Ronald Reagan’s role in facilitating the end of the Cold War stood among his most important achievements. Overall, like most presidencies, his had a mixed legacy. Despite his pledge to get the federal government “off our backs,” he did not reduce its size or scope. Social Security and other entitlement programs remained untouched, and increased military spending outweighed cuts in other programs. The religious right had contributed to Reagan’s victorious electoral coalition, but he did not actively push their most controversial policies — such as a constitutional amendment banning abortion. He did call for tax credits for private religious schools, restrictions on abortions, and a constitutional amendment to permit prayer in public schools, but did not expend his political capital to secure these measures (see “Comparing Interpretations”).
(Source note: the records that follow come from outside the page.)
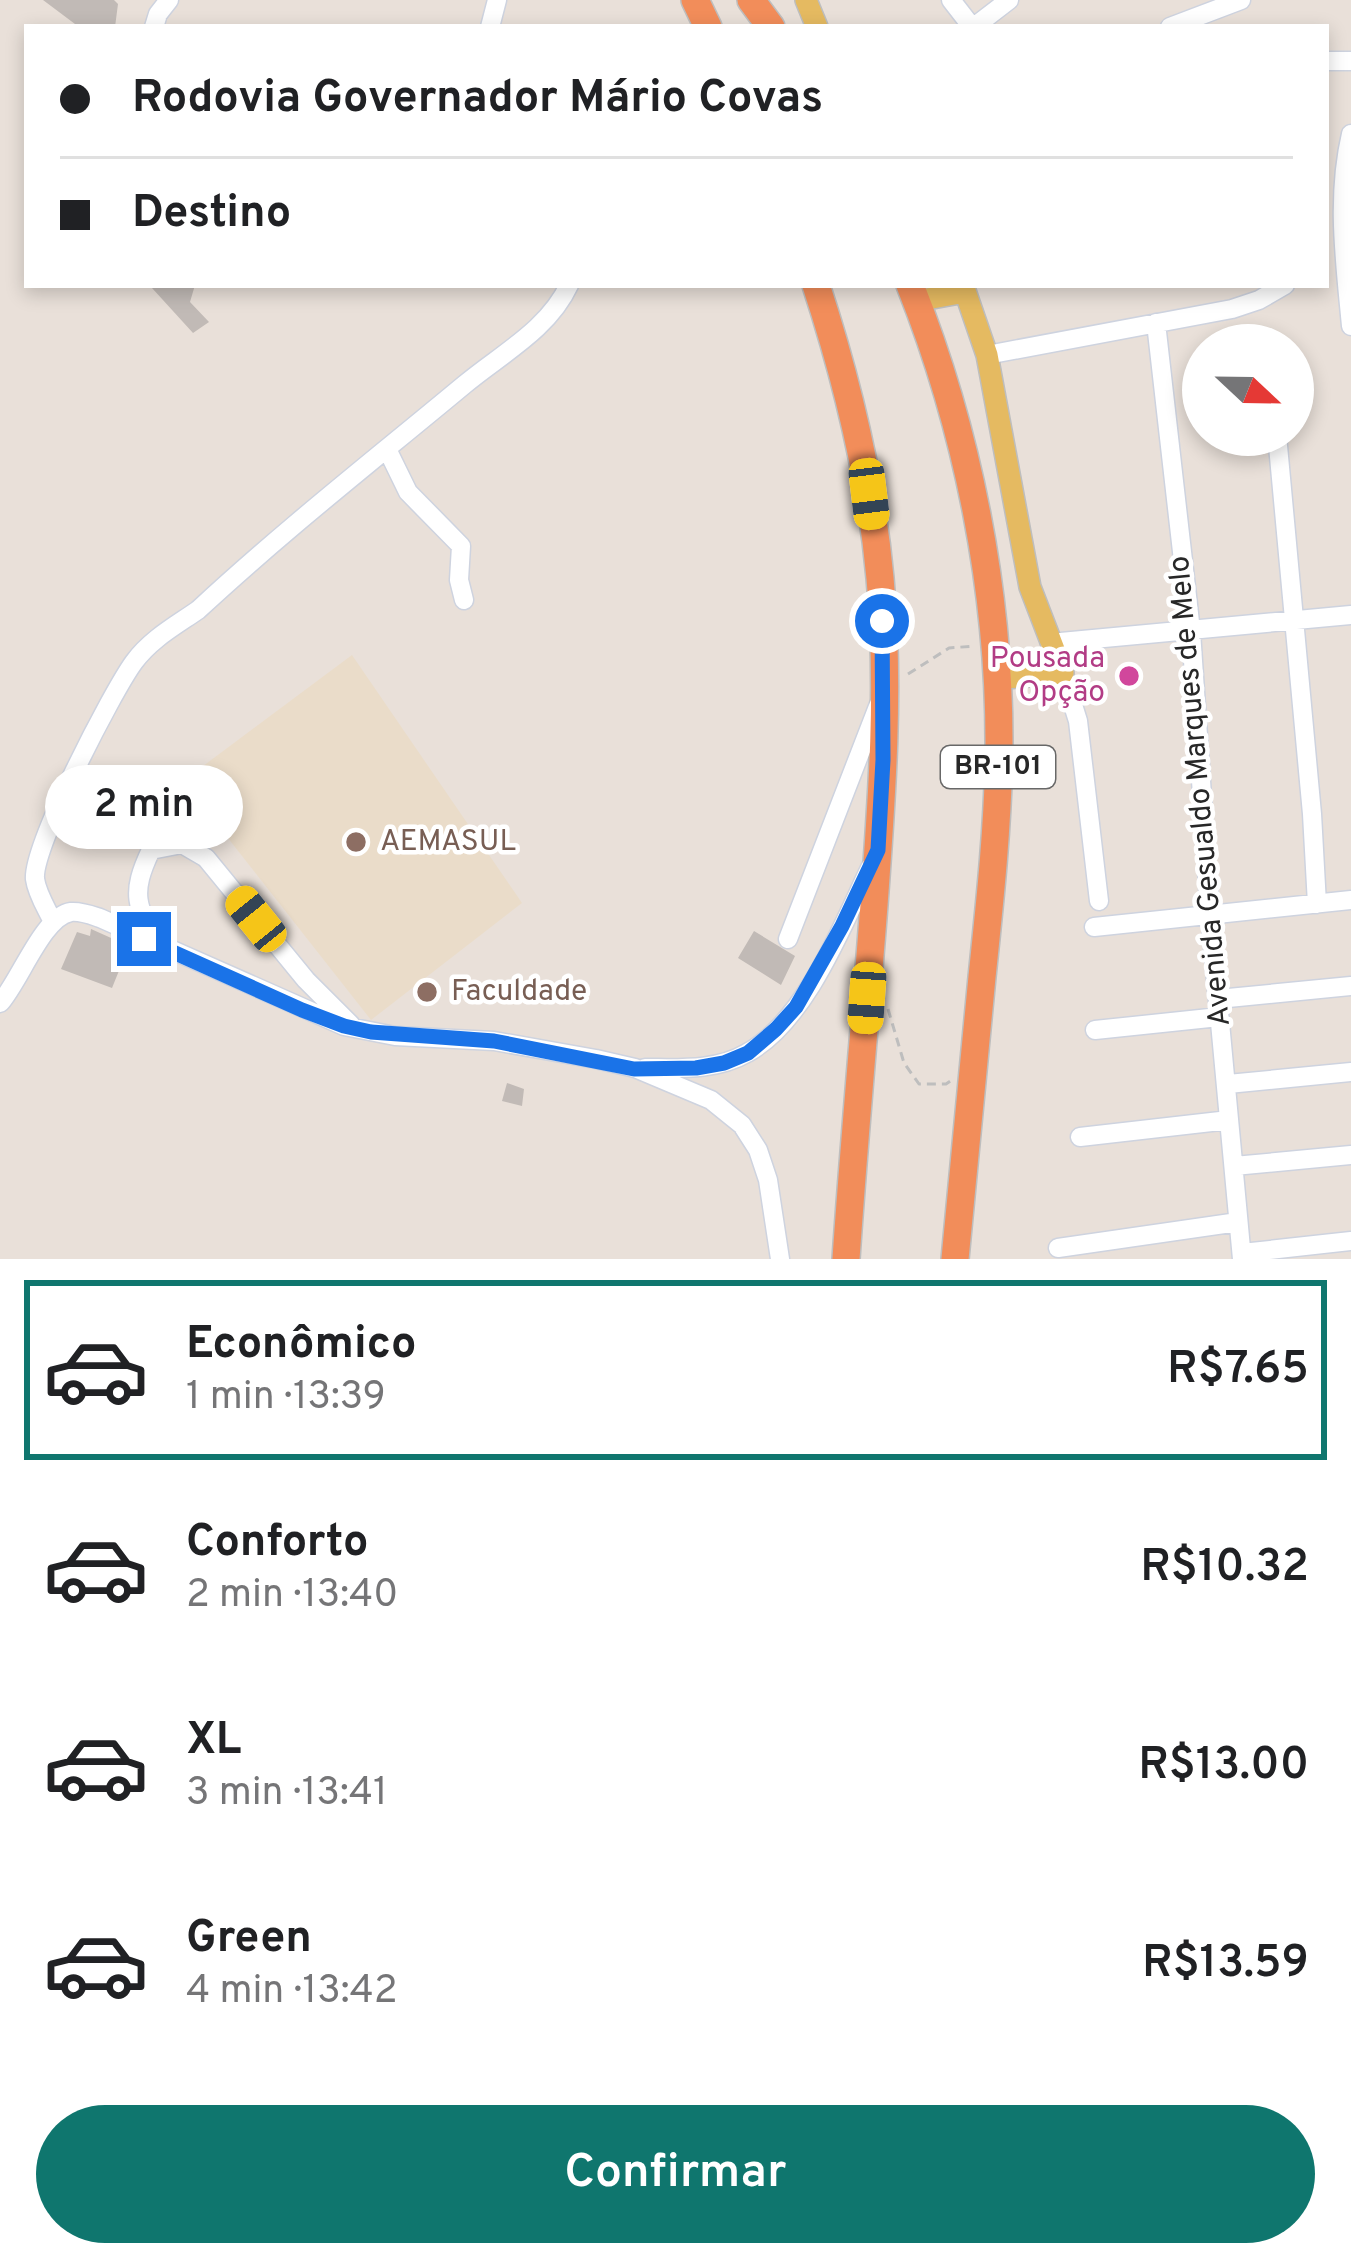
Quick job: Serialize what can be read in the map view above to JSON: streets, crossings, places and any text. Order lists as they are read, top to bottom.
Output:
{
  "streets": {
    "highway": ["BR-101"],
    "street": ["Avenida Gesualdo Marques de Melo"]
  },
  "places": ["Pousada Opção", "AEMASUL", "Faculdade"],
  "north": "right",
  "page": {
    "banner": ["Rodovia Governador Mário Covas", "Destino"],
    "bubble": "2 min",
    "list": [
      {
        "name": "Econômico",
        "note": "1 min · 13:39",
        "value": "R$7.65"
      },
      {
        "name": "Conforto",
        "note": "2 min · 13:40",
        "value": "R$10.32"
      },
      {
        "name": "XL",
        "note": "3 min · 13:41",
        "value": "R$13.00"
      },
      {
        "name": "Green",
        "note": "4 min · 13:42",
        "value": "R$13.59"
      }
    ],
    "buttons": "Confirmar"
  }
}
Although Reagan failed to roll back the social welfare and regulatory state of the New Deal–Great Society eras, he did alter the dynamic of American politics. The Reagan presidency restored popular belief that the nation — and individual Americans — could enjoy ever-increasing prosperity. His antigovernment rhetoric won many adherents, as did his bold and fiscally aggressive tax cuts. Social-welfare liberalism, ascendant since 1933, remained intact but was now on the defensive. Conservatives, led by Reagan, had changed the political conversation.


George H. W. Bush, Reagan’s vice president and successor, was not seen by conservatives as one of their own. But he possessed an insider’s familiarity with government and a long list of powerful allies, accumulated over three decades of public service. Bush’s route to the White House reflected the post-Reagan alignments in American politics. In the primaries, he faced a spirited challenge from Pat Robertson, the archconservative televangelist whose influence and profile had grown during Reagan’s two terms. After securing the presidential nomination, won largely because of his fierce loyalty to Reagan, Bush tapped as his vice-presidential running mate an unknown and inexperienced Indiana senator, Dan Quayle. Bush chose Quayle in part to secure the Christian “ family values” vote — Quayle had been a quiet, but effective, advocate for the family values movement in the Senate. Robertson’s challenge and Quayle’s selection showed that the Religious Right had become a major force in Republican politics.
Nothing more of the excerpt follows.